(Data entries)
BEGIN
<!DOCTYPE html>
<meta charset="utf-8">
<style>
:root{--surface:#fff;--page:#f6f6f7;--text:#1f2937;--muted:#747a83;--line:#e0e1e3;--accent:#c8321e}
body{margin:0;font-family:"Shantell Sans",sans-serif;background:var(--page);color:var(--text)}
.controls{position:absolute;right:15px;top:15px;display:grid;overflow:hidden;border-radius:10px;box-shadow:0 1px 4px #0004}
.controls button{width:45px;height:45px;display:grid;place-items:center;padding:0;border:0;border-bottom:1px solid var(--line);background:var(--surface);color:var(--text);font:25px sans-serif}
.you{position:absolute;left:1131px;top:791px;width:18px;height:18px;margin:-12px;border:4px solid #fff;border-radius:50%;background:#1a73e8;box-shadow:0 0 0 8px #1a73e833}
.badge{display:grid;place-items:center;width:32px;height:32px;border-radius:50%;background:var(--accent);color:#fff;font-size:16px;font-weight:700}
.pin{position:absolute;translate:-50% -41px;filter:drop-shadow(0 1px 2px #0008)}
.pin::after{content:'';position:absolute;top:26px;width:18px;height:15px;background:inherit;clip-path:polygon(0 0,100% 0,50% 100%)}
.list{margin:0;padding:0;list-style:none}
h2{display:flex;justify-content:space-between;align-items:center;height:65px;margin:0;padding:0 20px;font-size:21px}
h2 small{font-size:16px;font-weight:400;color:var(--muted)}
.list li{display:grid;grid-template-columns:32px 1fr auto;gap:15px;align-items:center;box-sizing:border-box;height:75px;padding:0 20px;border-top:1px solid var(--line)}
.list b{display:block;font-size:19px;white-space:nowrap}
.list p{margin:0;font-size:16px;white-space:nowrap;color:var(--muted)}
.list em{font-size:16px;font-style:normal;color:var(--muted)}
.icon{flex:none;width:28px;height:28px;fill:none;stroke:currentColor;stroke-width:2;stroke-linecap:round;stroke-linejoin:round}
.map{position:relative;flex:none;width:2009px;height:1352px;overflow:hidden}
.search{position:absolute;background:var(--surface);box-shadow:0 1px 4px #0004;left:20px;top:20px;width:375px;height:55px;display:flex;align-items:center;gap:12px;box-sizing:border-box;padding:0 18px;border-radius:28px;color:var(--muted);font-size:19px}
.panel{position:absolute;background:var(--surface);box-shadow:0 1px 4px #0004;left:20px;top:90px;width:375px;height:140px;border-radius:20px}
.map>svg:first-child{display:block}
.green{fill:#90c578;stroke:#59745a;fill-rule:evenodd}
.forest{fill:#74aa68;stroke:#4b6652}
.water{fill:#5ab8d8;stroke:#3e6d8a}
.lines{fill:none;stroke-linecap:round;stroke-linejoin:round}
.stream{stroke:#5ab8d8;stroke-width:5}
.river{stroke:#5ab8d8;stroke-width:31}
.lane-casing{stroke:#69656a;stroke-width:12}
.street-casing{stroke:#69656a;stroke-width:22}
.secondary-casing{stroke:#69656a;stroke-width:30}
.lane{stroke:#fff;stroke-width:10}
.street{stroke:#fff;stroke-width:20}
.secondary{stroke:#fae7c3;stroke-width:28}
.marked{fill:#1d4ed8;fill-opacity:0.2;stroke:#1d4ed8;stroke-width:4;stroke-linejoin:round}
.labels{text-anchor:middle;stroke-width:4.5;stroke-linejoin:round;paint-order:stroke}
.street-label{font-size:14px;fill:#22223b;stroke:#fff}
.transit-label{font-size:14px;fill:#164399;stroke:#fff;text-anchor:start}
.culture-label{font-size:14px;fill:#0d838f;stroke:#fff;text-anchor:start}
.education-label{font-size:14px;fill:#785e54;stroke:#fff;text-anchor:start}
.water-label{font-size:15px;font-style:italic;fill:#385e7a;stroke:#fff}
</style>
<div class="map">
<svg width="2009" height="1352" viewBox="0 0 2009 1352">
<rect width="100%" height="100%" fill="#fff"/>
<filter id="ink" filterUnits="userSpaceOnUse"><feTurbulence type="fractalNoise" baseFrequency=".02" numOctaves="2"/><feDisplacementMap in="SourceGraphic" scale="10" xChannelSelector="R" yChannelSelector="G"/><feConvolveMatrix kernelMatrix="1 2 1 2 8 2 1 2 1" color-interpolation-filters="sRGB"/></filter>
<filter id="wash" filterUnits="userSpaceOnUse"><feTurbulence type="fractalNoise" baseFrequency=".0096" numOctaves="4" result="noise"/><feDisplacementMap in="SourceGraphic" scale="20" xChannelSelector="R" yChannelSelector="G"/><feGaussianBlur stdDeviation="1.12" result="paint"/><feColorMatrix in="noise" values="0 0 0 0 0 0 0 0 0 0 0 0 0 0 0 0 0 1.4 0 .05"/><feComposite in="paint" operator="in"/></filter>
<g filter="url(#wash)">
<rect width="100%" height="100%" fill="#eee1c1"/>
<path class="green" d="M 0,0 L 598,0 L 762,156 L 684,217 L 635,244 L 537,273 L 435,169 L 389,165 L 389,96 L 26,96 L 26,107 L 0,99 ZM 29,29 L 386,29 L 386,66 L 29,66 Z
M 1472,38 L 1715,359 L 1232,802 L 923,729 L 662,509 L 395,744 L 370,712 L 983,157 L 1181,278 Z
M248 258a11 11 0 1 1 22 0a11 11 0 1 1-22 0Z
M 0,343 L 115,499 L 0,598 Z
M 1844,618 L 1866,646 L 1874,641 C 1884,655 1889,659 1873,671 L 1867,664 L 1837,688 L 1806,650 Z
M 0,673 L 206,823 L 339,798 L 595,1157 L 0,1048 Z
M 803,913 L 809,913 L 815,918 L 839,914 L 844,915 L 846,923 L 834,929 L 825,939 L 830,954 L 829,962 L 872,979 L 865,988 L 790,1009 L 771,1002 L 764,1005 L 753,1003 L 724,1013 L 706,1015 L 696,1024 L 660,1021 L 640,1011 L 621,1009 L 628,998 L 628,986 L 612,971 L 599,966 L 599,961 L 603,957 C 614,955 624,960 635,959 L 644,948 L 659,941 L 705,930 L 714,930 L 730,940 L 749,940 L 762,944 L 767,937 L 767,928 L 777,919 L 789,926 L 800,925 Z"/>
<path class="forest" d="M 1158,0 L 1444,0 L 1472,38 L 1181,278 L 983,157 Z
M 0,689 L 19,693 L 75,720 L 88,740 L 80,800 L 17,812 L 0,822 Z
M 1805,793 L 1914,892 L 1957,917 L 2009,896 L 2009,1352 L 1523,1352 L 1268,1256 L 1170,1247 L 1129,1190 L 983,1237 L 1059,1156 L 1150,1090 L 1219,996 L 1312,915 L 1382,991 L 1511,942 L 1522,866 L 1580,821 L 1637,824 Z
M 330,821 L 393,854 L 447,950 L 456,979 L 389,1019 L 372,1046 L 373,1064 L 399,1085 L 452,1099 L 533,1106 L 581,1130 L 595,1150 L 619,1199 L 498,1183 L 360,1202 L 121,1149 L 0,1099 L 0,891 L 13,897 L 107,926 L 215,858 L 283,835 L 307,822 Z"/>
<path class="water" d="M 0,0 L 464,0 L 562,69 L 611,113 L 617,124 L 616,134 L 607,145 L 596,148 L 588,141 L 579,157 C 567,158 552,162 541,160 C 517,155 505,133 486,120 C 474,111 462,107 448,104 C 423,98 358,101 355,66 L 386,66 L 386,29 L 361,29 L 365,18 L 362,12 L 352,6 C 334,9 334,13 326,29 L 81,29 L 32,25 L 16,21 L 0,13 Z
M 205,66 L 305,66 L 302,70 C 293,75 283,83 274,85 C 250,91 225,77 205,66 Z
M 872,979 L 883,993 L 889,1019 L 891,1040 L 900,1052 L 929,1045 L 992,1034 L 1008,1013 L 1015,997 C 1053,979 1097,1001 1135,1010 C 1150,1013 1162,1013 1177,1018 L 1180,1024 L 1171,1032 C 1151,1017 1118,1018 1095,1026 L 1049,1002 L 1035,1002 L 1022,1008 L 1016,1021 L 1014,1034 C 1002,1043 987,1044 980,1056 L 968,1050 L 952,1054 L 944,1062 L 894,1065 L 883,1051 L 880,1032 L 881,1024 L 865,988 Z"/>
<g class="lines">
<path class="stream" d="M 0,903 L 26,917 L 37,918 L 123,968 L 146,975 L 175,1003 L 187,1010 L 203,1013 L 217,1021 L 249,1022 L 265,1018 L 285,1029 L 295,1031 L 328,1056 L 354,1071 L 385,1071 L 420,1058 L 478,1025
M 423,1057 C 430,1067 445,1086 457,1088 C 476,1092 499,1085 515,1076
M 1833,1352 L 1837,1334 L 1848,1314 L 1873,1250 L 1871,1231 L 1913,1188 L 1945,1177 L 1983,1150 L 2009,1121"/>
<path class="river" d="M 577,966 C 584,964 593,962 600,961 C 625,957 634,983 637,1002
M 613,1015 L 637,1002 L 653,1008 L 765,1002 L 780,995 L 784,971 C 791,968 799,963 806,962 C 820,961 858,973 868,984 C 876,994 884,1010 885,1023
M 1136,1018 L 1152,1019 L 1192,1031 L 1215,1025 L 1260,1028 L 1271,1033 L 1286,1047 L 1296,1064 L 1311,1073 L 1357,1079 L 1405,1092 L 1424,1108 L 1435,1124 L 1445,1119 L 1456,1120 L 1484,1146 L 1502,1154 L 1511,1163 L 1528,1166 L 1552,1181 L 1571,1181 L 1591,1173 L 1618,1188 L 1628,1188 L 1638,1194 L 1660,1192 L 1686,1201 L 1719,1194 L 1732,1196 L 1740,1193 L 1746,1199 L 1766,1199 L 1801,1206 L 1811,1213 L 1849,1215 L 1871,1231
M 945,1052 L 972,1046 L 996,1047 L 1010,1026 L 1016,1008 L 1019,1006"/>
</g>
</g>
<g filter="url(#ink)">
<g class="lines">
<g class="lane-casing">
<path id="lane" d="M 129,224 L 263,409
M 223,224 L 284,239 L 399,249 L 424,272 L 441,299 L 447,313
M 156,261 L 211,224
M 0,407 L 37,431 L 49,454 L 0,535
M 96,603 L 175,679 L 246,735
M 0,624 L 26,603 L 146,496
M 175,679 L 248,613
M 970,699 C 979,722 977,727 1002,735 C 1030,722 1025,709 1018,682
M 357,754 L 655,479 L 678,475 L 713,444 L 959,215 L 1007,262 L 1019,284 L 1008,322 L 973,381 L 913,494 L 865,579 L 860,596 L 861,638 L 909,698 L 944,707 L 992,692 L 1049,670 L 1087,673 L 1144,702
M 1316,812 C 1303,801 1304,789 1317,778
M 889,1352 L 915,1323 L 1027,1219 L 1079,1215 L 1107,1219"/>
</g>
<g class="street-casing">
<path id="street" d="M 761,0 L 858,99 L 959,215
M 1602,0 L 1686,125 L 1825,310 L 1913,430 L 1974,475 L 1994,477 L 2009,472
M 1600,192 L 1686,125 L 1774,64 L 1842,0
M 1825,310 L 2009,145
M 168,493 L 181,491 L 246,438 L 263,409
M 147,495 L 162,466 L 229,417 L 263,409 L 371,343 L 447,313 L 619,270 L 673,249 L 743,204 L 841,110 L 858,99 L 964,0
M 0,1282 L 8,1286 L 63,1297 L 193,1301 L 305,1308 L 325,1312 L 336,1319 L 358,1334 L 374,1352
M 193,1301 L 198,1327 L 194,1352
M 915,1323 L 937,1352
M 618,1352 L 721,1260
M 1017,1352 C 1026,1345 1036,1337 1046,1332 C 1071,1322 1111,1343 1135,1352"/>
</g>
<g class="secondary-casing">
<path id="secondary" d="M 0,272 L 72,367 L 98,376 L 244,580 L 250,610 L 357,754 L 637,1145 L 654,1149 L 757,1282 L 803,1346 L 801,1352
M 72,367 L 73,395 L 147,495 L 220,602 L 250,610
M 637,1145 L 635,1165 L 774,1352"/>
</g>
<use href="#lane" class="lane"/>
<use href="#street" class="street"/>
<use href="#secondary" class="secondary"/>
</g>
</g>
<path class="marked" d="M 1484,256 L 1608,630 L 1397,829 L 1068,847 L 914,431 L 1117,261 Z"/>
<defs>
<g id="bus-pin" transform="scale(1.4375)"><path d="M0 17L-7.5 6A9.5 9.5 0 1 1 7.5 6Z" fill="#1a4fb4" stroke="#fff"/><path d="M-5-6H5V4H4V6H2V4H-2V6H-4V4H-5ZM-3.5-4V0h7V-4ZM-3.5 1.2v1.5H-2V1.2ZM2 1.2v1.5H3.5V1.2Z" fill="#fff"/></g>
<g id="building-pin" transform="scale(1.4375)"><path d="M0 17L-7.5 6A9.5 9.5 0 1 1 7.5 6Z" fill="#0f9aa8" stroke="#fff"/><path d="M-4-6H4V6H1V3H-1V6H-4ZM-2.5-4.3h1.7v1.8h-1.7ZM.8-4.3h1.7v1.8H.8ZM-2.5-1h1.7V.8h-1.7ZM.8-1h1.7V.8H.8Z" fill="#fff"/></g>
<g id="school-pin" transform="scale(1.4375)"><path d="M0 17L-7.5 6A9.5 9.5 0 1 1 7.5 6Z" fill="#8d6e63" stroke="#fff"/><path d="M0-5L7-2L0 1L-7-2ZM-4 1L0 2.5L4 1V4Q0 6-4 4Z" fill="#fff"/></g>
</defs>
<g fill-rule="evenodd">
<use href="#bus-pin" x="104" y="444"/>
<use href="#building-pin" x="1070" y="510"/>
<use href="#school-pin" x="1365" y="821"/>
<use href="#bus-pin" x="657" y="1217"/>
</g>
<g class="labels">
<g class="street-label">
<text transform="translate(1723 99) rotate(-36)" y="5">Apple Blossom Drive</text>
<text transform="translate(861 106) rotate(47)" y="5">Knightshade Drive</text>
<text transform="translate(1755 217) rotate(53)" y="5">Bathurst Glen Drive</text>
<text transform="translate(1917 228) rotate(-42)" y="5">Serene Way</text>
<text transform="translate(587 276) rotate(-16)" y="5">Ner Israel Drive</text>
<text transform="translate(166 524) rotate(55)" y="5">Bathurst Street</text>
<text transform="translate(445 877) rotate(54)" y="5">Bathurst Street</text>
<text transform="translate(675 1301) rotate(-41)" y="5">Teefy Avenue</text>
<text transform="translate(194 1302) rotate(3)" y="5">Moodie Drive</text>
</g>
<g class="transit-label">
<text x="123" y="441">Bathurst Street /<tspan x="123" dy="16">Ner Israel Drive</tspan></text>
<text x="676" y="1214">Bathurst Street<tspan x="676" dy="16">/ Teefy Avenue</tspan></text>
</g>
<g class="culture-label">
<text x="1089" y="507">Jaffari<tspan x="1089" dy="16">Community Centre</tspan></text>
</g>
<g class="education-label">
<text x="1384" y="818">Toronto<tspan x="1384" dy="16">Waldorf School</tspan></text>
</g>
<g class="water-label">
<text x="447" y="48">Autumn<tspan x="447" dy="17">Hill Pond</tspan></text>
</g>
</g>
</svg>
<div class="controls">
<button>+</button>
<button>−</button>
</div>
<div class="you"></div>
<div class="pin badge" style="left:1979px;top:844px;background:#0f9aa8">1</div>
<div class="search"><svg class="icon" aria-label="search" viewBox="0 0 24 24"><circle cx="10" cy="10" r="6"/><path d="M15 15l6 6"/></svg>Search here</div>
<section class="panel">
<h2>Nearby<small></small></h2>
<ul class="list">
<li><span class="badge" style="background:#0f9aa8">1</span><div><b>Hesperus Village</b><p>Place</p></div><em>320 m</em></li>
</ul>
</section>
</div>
END
Action item
Select the lines from the entries that include the word "serif".

Response
body{margin:0;font-family:"Shantell Sans",sans-serif;background:var(--page);color:var(--text)}
.controls button{width:45px;height:45px;display:grid;place-items:center;padding:0;border:0;border-bottom:1px solid var(--line);background:var(--surface);color:var(--text);font:25px sans-serif}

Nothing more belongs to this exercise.